I recently did a quick, casual test of several AI models on my Samsung Tab S9 to see how practical running local AI inference directly on mobile devices could be — especially focusing on Gemma 3’s new performance enhancements. I followed Google’s official guide for setting up Gemma 3 with MediaPipe LLM inference.
Test Setup#
- Device: Samsung Tab S9 (8GB RAM, Snapdragon® 8 Gen 2)
- Environment: MediaPipe LLM Inference
- Models:
- Gemma 3 (1B) CPU & GPU
- PHI-4-mini-instruct (CPU)
- DeepSeek-R1-Distill-Qwen-1.5B (CPU)
Performance Results#
Tokens Per Second#
- Gemma 3 GPU: 52.4 tokens/sec
- Gemma 3 CPU: 42.8 tokens/sec
- DeepSeek-R1 CPU: 15.7 tokens/sec
- PHI-4-mini CPU: 4.5 tokens/sec
Time to Generate a 150-word Prompt#
- Gemma 3 GPU: 3.3 sec
- Gemma 3 CPU: 5.4 sec
- DeepSeek-R1 CPU: 34.3 sec
- PHI-4-mini CPU: 45.8 sec
Reasoning Test: “All but Three”#
To briefly evaluate logical reasoning, I asked the models:
Solve the following problem and explain your reasoning step by step: A farmer has 10 sheep. All but three run away. How many sheep does he have left?
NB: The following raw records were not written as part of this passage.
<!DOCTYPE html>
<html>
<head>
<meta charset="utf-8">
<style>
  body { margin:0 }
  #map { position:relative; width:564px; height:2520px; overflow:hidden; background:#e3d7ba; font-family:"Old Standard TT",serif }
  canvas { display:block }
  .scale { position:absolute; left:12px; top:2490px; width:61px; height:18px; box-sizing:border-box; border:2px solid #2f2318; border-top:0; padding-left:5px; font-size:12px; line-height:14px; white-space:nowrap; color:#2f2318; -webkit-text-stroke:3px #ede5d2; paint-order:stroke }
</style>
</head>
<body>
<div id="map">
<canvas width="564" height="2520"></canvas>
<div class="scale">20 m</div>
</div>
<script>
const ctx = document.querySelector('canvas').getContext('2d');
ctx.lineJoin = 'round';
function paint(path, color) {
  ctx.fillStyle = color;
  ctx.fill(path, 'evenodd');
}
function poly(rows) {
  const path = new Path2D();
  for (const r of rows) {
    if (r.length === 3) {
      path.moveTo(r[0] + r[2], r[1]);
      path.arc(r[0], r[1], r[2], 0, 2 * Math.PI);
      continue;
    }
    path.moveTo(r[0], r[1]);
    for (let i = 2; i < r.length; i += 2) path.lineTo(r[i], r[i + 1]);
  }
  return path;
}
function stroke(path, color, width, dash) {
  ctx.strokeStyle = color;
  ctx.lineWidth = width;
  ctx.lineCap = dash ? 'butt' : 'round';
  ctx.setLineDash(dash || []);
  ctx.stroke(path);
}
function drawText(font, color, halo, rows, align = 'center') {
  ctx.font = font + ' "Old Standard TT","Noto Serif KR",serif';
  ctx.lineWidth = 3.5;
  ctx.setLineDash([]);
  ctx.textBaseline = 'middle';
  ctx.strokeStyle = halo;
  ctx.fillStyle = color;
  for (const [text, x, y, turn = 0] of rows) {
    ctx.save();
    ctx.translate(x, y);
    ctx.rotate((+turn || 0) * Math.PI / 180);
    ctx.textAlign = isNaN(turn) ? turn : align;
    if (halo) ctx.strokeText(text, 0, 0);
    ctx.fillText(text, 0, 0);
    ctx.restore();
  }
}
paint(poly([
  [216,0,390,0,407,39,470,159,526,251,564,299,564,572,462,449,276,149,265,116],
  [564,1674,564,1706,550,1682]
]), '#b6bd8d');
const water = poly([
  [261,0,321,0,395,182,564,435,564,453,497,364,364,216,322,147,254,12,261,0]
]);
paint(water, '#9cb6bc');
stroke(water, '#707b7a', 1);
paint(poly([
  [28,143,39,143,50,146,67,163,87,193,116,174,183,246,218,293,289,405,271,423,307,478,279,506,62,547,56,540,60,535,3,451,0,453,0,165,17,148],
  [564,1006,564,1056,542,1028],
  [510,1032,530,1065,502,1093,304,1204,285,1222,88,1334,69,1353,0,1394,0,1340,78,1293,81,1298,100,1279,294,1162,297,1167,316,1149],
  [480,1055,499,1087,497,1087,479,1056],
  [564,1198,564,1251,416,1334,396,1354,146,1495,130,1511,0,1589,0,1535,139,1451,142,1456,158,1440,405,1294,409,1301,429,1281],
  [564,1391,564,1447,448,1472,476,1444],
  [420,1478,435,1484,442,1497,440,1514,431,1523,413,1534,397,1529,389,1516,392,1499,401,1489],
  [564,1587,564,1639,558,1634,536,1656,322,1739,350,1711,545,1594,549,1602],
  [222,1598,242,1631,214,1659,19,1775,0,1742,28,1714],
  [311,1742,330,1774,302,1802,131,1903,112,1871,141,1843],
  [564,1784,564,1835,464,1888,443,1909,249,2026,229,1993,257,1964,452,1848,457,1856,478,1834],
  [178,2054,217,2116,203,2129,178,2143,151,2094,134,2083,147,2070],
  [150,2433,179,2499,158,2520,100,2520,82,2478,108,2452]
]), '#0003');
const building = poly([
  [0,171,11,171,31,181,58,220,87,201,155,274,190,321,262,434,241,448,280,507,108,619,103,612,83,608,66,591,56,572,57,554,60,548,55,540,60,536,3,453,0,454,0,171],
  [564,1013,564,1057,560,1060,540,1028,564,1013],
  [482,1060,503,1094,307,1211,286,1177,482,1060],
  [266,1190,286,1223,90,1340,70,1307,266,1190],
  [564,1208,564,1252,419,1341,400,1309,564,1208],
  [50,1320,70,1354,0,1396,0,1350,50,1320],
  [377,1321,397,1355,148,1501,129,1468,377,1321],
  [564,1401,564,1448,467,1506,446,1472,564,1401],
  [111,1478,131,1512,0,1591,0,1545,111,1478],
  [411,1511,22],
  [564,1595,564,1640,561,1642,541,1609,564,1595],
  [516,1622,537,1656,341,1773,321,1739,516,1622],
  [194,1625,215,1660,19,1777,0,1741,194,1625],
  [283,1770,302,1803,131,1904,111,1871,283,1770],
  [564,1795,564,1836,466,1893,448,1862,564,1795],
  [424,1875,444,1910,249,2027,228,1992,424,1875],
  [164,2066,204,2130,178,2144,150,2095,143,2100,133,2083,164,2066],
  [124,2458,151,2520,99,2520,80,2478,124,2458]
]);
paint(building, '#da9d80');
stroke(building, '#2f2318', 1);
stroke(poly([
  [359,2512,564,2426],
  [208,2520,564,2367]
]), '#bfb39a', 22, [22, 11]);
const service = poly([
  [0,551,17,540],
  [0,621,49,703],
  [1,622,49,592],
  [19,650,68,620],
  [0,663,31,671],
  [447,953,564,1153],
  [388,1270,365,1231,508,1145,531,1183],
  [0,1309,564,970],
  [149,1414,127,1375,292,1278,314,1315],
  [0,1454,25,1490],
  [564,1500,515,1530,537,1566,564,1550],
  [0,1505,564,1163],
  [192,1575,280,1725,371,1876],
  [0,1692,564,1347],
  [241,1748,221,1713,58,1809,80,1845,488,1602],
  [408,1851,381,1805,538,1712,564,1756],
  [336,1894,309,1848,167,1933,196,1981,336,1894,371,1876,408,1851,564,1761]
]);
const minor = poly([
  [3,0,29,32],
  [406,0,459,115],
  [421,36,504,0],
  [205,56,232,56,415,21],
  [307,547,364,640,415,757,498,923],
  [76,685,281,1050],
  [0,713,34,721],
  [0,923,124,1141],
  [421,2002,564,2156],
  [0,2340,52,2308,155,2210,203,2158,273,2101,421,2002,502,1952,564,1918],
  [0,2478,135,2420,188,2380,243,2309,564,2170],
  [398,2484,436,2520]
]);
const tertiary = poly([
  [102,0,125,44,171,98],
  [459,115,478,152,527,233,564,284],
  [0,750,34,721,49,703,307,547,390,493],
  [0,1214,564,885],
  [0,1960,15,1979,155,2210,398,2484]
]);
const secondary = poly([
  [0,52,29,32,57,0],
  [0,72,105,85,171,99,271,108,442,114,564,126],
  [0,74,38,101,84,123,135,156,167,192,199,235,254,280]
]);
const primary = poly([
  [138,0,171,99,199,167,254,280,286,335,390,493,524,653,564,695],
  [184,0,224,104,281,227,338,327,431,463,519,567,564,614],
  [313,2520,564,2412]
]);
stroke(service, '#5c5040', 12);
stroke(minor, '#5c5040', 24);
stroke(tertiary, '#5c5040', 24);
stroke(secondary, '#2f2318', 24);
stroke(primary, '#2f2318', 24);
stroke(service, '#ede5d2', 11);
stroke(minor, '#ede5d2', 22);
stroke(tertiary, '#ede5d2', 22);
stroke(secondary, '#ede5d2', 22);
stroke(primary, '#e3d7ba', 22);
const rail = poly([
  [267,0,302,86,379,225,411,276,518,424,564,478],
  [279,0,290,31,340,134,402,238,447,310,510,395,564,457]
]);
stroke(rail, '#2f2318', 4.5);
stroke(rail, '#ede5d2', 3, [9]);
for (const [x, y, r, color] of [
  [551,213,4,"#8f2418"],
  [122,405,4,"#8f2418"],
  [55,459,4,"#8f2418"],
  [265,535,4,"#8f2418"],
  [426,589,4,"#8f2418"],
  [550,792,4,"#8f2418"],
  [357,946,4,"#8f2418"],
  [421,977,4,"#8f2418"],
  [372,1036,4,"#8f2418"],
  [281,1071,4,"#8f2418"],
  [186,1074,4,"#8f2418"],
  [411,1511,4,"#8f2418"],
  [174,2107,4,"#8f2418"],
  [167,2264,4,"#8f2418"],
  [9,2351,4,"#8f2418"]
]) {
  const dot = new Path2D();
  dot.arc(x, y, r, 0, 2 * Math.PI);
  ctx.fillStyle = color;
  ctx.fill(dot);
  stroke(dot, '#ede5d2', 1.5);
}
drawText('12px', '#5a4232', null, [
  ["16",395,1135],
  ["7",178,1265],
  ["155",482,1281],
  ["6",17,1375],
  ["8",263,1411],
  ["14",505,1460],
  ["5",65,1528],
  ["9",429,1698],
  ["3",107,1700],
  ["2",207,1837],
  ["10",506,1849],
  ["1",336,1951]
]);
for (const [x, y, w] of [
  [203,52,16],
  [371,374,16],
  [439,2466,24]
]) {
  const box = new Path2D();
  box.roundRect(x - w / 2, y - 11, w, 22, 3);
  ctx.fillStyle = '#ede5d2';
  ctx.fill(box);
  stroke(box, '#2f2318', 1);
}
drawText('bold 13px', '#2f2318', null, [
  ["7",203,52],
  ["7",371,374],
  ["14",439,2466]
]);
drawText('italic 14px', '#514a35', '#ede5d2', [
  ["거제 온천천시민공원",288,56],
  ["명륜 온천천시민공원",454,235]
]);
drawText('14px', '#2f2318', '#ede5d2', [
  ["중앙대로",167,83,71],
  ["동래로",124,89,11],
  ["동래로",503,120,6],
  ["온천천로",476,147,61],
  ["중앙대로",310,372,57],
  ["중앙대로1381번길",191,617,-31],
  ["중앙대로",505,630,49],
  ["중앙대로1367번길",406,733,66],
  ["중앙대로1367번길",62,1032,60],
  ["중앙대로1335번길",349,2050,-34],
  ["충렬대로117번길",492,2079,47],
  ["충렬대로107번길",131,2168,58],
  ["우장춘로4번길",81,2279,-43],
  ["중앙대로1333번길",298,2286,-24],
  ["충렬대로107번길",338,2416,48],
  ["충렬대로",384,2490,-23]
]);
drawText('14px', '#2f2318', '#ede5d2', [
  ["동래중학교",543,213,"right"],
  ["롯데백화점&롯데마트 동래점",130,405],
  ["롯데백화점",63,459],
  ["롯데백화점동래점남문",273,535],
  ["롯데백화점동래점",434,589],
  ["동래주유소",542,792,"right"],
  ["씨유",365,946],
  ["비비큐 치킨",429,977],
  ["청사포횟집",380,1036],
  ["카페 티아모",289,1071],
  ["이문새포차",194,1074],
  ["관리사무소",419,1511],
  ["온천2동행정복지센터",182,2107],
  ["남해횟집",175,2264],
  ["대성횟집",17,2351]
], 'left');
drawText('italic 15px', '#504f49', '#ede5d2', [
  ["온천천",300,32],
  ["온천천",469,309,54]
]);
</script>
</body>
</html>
The correct answer is 3, but surprisingly, every model answered incorrectly:
- Gemma 3 (CPU & GPU): answered 7
- PHI-4-mini and DeepSeek-R1: answered 7
Although these are small models, it’s still funny to see them miss the linguistic nuance in this simple question.
Final Thoughts#
Testing these local AI models on a mobile device highlights just how powerful Gemma 3 is, especially with GPU acceleration. Local inference on mobile is practical and effective, but this casual experiment also shows that smaller models still have clear limitations, particularly in nuanced logical reasoning.